Coni, è scontro sulla riforma «Pronti a scendere in piazza»
Le fughe in avanti, i depotenziamenti e alcune dimenticanze: le critiche al testo Malagò: «Siamo tutti uniti». Intanto si è dimesso Magini del Pentathlon moderno
Lo sport e il governo non erano mai arrivati a uno scontro così duro. «Siamo disposti a scendere in piazza, questa riforma è un obbrobrio. Siamo tutti uniti» fanno sapere alcuni presidenti delle federazioni che, dopo tante diatribe nel corso degli anni, si ritrovano a giocare inaspettatamente la stessa partita stringendosi attorno al numero uno del Coni, Giovanni Malagò. L’attacco al ministro Spadafora è di un’intensità mai registrata prima. Ieri si è riunito un consiglio informale che ha analizzato e integrato ulteriormente il documento di 200 pagine nato per fare a pezzi la riforma voluta dal titolare del dicastero.

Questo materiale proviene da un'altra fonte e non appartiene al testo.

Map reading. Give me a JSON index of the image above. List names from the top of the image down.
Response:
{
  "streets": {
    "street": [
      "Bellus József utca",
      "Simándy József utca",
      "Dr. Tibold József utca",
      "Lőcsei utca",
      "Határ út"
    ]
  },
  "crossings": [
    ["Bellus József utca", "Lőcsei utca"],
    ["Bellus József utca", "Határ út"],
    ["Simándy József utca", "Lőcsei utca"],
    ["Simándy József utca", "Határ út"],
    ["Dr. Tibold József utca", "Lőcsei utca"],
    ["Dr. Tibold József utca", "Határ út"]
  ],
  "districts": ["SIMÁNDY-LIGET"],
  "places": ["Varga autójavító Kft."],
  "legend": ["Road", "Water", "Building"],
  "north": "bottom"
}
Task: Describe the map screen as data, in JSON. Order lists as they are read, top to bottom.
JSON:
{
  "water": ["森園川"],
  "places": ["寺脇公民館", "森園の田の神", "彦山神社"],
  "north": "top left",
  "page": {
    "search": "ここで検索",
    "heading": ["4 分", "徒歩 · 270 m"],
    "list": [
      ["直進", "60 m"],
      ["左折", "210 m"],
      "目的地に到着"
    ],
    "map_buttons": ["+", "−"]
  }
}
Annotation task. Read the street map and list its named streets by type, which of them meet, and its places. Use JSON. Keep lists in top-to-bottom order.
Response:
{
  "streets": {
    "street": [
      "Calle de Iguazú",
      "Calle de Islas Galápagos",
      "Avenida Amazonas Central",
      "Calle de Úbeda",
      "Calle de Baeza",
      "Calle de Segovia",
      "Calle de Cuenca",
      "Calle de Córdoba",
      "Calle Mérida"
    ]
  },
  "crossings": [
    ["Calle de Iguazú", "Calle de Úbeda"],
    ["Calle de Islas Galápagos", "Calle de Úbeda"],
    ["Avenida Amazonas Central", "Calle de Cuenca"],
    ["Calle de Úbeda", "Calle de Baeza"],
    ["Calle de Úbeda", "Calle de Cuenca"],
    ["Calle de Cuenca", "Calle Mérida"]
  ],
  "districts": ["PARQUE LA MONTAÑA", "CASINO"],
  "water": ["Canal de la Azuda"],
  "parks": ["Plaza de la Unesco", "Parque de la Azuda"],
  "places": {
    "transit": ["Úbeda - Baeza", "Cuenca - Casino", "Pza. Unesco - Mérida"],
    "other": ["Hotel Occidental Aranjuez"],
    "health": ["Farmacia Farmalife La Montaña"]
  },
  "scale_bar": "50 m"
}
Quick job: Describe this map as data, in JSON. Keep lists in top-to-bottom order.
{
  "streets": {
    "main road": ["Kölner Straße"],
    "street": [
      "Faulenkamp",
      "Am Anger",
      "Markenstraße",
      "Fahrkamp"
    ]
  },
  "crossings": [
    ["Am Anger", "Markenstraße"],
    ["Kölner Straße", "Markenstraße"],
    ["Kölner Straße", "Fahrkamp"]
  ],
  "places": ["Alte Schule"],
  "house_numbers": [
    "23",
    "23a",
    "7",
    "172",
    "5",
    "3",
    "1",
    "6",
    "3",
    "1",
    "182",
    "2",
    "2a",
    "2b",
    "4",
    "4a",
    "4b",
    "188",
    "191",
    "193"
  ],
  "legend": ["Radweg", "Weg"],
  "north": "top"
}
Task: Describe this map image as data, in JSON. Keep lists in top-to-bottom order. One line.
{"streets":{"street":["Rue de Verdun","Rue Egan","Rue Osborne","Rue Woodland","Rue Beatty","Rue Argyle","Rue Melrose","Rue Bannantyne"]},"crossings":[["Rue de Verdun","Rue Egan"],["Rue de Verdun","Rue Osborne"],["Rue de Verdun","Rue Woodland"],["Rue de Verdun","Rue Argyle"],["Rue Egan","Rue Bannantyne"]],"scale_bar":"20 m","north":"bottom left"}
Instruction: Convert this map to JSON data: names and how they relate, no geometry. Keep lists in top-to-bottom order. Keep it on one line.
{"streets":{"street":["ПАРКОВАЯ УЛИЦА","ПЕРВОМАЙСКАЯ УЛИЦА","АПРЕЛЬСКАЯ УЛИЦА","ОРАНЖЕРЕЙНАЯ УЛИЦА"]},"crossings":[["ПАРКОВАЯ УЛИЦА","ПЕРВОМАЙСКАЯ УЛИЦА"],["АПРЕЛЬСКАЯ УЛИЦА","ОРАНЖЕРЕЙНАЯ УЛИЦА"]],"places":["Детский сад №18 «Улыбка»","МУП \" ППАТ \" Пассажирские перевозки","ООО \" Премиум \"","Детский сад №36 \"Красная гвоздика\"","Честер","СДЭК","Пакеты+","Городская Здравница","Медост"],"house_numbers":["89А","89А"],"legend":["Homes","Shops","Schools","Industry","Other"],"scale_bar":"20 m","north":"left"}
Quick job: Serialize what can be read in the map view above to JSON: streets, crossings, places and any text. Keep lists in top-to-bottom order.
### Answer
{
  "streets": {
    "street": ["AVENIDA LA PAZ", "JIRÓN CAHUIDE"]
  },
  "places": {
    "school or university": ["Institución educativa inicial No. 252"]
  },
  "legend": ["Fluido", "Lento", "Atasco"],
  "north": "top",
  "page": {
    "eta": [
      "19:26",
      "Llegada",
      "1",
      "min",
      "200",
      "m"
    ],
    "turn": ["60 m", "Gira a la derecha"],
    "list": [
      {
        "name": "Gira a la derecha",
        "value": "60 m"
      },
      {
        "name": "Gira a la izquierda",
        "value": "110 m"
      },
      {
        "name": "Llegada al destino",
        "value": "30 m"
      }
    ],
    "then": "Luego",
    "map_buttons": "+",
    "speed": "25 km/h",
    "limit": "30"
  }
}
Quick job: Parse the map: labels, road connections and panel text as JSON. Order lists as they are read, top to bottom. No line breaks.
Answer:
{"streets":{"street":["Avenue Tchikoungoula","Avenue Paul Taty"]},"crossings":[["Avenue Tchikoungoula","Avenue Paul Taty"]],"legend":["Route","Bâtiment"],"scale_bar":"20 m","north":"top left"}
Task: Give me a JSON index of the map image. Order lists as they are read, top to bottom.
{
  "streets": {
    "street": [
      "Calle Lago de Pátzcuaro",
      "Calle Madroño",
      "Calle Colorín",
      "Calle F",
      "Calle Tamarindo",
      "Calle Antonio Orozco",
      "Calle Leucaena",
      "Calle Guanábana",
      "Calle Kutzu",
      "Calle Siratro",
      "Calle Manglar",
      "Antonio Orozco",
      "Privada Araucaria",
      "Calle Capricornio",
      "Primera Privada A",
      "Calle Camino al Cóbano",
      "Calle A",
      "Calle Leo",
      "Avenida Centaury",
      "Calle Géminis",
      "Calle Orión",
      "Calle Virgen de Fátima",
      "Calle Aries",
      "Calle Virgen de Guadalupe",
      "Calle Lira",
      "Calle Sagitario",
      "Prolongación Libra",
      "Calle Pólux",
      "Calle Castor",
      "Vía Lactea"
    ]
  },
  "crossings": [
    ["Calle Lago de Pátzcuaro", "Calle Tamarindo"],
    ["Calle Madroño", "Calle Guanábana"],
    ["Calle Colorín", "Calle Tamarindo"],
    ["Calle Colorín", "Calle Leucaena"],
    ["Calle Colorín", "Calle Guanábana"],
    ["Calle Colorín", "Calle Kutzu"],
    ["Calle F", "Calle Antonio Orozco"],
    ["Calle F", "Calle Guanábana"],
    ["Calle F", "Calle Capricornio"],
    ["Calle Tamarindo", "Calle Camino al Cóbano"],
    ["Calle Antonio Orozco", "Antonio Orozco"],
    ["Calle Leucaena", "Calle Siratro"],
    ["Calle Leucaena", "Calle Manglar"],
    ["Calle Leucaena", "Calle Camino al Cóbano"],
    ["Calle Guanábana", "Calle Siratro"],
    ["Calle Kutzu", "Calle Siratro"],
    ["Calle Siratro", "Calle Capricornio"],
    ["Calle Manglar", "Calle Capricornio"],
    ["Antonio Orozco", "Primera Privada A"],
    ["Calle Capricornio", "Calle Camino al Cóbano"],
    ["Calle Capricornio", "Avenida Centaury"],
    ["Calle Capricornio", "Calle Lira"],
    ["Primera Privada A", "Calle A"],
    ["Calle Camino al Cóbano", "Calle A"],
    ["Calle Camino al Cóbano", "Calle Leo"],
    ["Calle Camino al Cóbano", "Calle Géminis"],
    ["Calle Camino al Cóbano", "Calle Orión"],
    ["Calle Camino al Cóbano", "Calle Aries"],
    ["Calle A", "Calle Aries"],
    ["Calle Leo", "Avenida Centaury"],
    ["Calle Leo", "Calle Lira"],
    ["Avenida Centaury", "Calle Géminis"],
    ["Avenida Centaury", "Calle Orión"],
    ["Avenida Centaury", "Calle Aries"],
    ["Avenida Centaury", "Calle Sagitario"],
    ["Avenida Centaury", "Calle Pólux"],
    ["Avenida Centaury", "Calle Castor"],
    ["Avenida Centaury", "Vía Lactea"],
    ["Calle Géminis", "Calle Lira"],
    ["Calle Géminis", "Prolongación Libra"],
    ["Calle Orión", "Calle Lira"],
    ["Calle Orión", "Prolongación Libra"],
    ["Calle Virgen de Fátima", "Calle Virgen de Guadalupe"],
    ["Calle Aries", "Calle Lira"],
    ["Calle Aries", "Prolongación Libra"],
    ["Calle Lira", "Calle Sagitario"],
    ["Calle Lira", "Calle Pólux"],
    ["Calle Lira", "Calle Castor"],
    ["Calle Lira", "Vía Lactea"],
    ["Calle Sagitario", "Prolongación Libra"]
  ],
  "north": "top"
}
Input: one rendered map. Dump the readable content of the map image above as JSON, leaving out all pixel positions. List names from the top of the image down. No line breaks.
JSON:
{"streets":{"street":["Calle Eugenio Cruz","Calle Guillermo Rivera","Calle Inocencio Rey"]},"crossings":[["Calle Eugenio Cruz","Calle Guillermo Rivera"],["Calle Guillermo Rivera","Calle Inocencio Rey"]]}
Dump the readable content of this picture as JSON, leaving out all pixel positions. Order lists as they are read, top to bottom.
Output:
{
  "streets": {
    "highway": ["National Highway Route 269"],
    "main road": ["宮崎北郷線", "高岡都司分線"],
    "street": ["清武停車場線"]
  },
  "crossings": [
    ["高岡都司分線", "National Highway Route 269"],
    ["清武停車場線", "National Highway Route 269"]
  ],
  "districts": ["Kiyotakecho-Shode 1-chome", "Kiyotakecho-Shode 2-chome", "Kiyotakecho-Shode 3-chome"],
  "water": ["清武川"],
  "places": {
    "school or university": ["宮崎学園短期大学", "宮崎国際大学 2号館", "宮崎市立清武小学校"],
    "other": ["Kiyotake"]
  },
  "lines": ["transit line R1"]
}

CONTRASTI. A chi lo sport lo amministra non piacciono tante cose: la confusione generata dalle troppe bozze circolate, la mancanza di rappresentanza delle federazioni nella consulta della promozione, l’ingerenza del nuovo dipartimento che gestirà i fondi e controllerà a 360 gradi l’intera attività, il depotenziamento del Coni (che teme sanzioni del Cio), il costo (ritenuto eccessivo) del lavoro sportivo e del professionismo al femminile, l’abolizione del vincolo e il limite dei mandati (nell’ultima versione sono 3 per i capi delle federazioni e 3, ma non consecutivi, per il presidente del Coni).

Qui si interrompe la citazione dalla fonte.